Dataset records =>
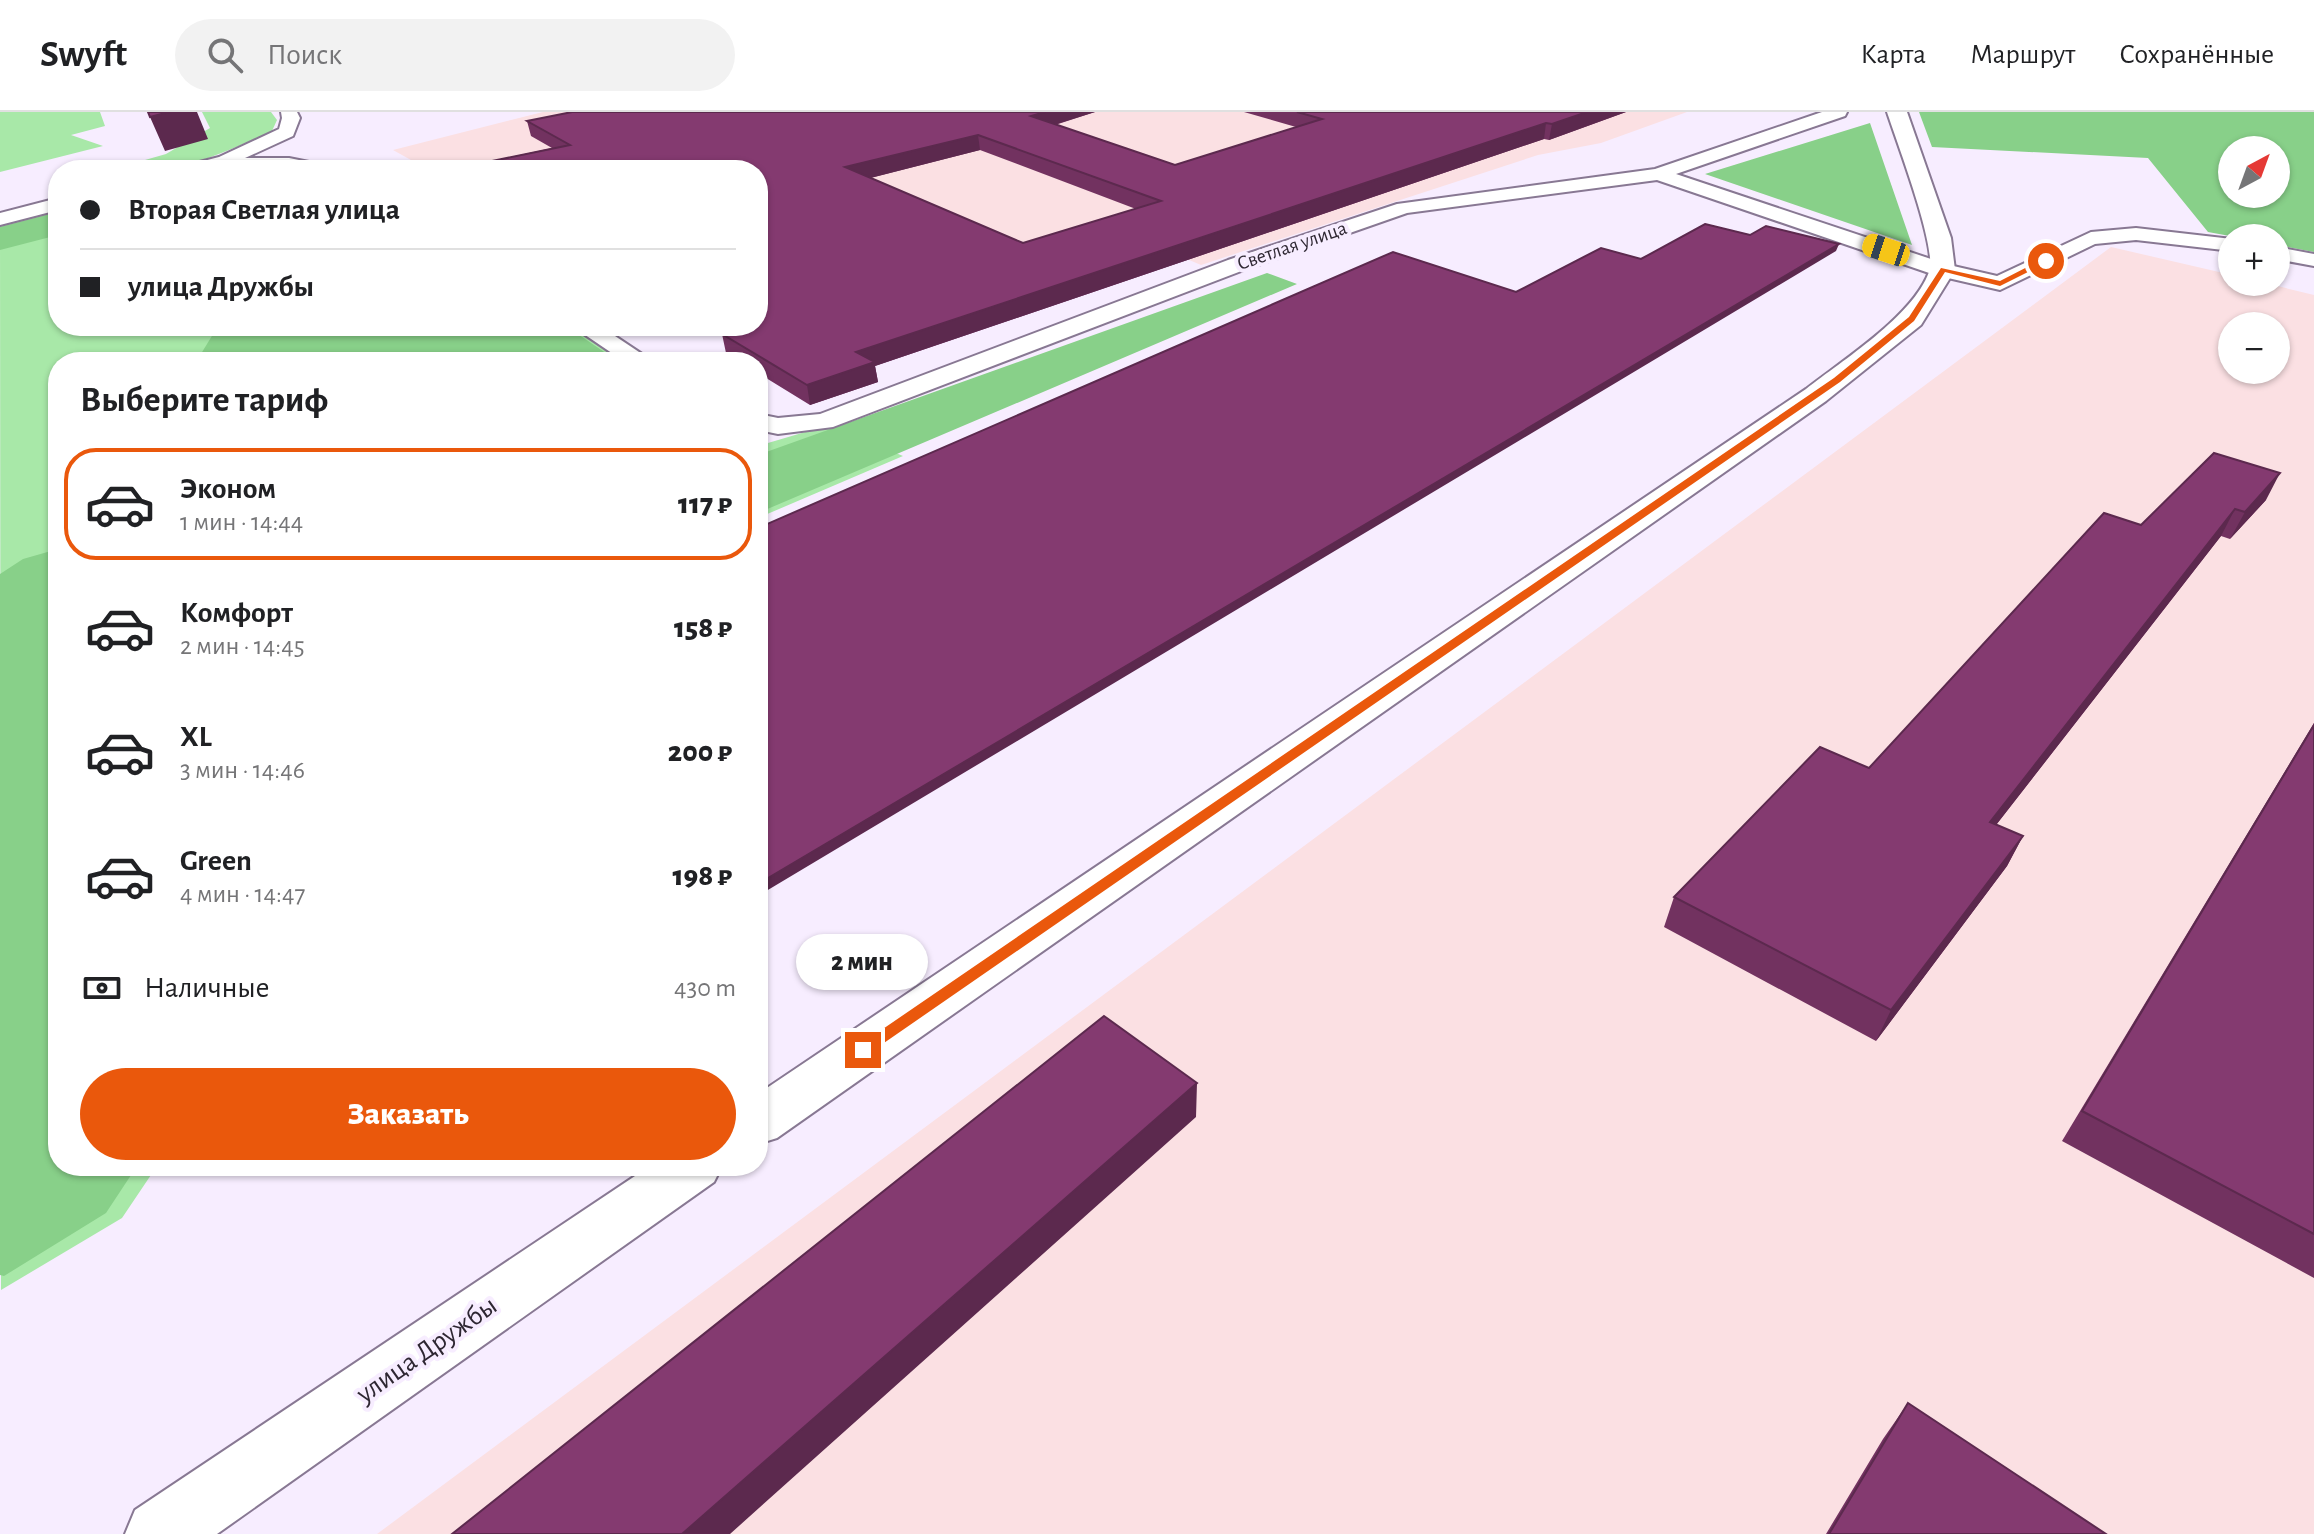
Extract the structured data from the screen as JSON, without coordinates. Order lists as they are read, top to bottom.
{
  "streets": {
    "street": ["Светлая улица", "улица Дружбы"]
  },
  "north": "top right",
  "page": {
    "header": "Swyft",
    "search": "Поиск",
    "nav": ["Карта", "Маршрут", "Сохранённые"],
    "map_buttons": ["+", "−"],
    "banner": ["Вторая Светлая улица", "улица Дружбы"],
    "heading": "Выберите тариф",
    "list": [
      {
        "name": "Эконом",
        "note": "1 мин · 14:44",
        "value": "117 ₽"
      },
      {
        "name": "Комфорт",
        "note": "2 мин · 14:45",
        "value": "158 ₽"
      },
      {
        "name": "XL",
        "note": "3 мин · 14:46",
        "value": "200 ₽"
      },
      {
        "name": "Green",
        "note": "4 мин · 14:47",
        "value": "198 ₽"
      }
    ],
    "bubble": "2 мин",
    "pay": ["Наличные", "430 m"],
    "buttons": "Заказать"
  }
}
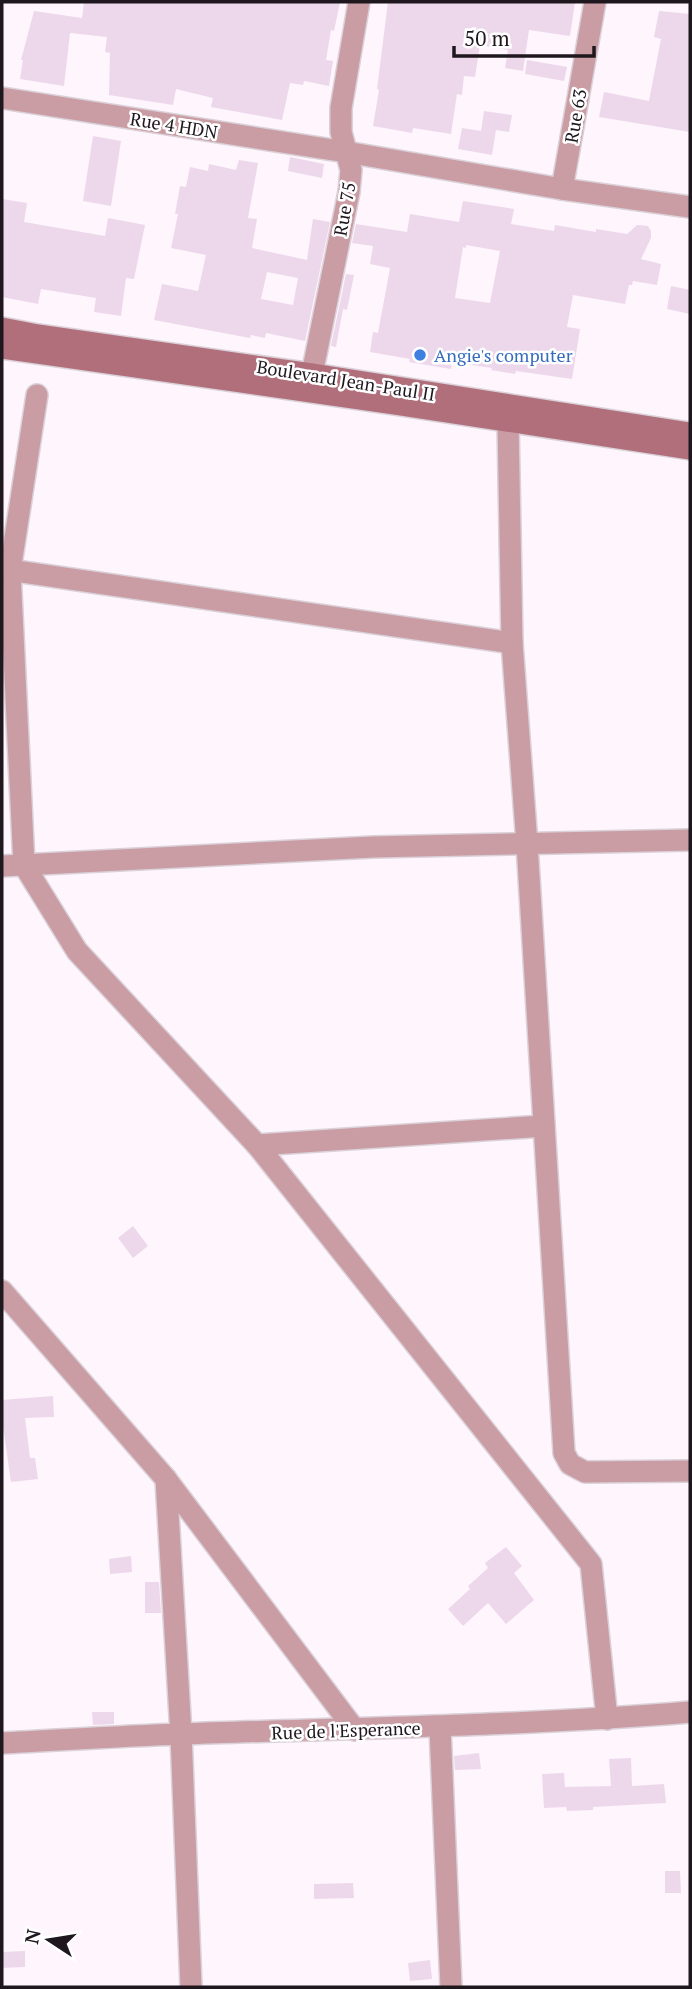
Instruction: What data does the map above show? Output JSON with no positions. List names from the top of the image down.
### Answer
{
  "streets": {
    "main road": ["Boulevard Jean-Paul II"],
    "street": [
      "Rue 63",
      "Rue 4 HDN",
      "Rue 75",
      "Rue de l'Esperance"
    ]
  },
  "crossings": [
    ["Rue 63", "Rue 4 HDN"],
    ["Rue 4 HDN", "Rue 75"],
    ["Rue 75", "Boulevard Jean-Paul II"]
  ],
  "places": ["Angie's computer"],
  "scale_bar": "50 m",
  "north": "left"
}
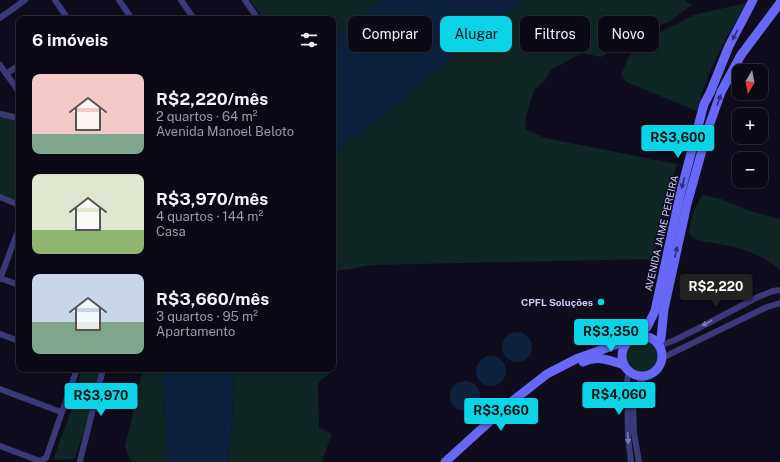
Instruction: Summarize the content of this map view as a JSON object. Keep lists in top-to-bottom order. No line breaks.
{"streets":{"main road":["AVENIDA JAIME PEREIRA"]},"places":["CPFL Soluções"],"north":"bottom","page":{"chip":["Comprar","Alugar","Filtros","Novo"],"heading":"6 imóveis","map_buttons":["+","−"],"list":[{"name":"R$2,220/mês","note":"2 quartos · 64 m² · Avenida Manoel Beloto"},{"name":"R$3,970/mês","note":"4 quartos · 144 m² · Casa"},{"name":"R$3,660/mês","note":"3 quartos · 95 m² · Apartamento"}],"price":["R$3,600","R$2,220","R$3,350","R$4,060","R$3,970","R$3,660"]}}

Activity =>
When you reproduce the entries above, keep every word exactly and leave out each picture.

Output below =>
Extract the structured data from the screen as JSON, without coordinates. Order lists as they are read, top to bottom.
{
  "streets": {
    "street": ["Светлая улица", "улица Дружбы"]
  },
  "north": "top right",
  "page": {
    "header": "Swyft",
    "search": "Поиск",
    "nav": ["Карта", "Маршрут", "Сохранённые"],
    "map_buttons": ["+", "−"],
    "banner": ["Вторая Светлая улица", "улица Дружбы"],
    "heading": "Выберите тариф",
    "list": [
      {
        "name": "Эконом",
        "note": "1 мин · 14:44",
        "value": "117 ₽"
      },
      {
        "name": "Комфорт",
        "note": "2 мин · 14:45",
        "value": "158 ₽"
      },
      {
        "name": "XL",
        "note": "3 мин · 14:46",
        "value": "200 ₽"
      },
      {
        "name": "Green",
        "note": "4 мин · 14:47",
        "value": "198 ₽"
      }
    ],
    "bubble": "2 мин",
    "pay": ["Наличные", "430 m"],
    "buttons": "Заказать"
  }
}
Instruction: What data does the map above show? Output JSON with no positions. List names from the top of the image down.
### Answer
{
  "streets": {
    "main road": ["Boulevard Jean-Paul II"],
    "street": [
      "Rue 63",
      "Rue 4 HDN",
      "Rue 75",
      "Rue de l'Esperance"
    ]
  },
  "crossings": [
    ["Rue 63", "Rue 4 HDN"],
    ["Rue 4 HDN", "Rue 75"],
    ["Rue 75", "Boulevard Jean-Paul II"]
  ],
  "places": ["Angie's computer"],
  "scale_bar": "50 m",
  "north": "left"
}
Instruction: Summarize the content of this map view as a JSON object. Keep lists in top-to-bottom order. No line breaks.
{"streets":{"main road":["AVENIDA JAIME PEREIRA"]},"places":["CPFL Soluções"],"north":"bottom","page":{"chip":["Comprar","Alugar","Filtros","Novo"],"heading":"6 imóveis","map_buttons":["+","−"],"list":[{"name":"R$2,220/mês","note":"2 quartos · 64 m² · Avenida Manoel Beloto"},{"name":"R$3,970/mês","note":"4 quartos · 144 m² · Casa"},{"name":"R$3,660/mês","note":"3 quartos · 95 m² · Apartamento"}],"price":["R$3,600","R$2,220","R$3,350","R$4,060","R$3,970","R$3,660"]}}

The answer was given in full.